-- Data follows --

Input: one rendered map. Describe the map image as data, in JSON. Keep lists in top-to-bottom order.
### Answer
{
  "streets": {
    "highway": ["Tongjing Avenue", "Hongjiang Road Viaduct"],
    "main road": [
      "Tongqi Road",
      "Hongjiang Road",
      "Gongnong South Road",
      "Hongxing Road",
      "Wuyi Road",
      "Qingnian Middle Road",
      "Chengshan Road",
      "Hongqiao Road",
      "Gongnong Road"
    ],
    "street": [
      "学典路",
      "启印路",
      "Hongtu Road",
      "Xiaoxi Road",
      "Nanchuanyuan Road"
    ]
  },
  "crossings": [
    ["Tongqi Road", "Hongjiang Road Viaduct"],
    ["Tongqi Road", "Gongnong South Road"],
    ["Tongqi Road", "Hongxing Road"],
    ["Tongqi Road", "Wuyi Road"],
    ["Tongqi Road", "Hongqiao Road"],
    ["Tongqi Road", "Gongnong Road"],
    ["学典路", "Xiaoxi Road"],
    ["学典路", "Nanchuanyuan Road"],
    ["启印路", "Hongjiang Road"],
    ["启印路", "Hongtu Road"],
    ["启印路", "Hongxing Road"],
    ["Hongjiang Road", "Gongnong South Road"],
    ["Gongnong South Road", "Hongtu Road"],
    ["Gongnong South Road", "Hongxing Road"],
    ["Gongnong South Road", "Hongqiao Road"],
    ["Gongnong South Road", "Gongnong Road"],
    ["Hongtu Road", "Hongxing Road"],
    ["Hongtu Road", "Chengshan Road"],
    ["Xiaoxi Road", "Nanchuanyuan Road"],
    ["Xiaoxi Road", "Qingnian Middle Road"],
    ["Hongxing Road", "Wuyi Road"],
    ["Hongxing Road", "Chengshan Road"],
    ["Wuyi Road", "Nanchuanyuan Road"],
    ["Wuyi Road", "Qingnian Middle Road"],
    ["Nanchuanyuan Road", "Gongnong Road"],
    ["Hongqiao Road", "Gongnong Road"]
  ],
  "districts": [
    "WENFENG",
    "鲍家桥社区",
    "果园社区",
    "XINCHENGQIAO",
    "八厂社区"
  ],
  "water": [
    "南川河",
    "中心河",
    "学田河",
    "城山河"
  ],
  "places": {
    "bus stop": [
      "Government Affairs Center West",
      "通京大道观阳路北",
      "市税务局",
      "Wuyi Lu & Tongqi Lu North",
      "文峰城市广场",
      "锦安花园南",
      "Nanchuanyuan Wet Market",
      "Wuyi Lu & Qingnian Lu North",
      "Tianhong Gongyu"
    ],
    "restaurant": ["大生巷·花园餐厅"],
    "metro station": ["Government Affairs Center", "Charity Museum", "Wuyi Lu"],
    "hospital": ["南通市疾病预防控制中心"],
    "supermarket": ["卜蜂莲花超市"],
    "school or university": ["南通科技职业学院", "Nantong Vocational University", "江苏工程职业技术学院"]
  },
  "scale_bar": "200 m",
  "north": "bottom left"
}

-- Data concluded --

What to produce: Each line above that carries the string "Affairs" has to be returned.

Solution to the problem:
      "Government Affairs Center West",
    "metro station": ["Government Affairs Center", "Charity Museum", "Wuyi Lu"],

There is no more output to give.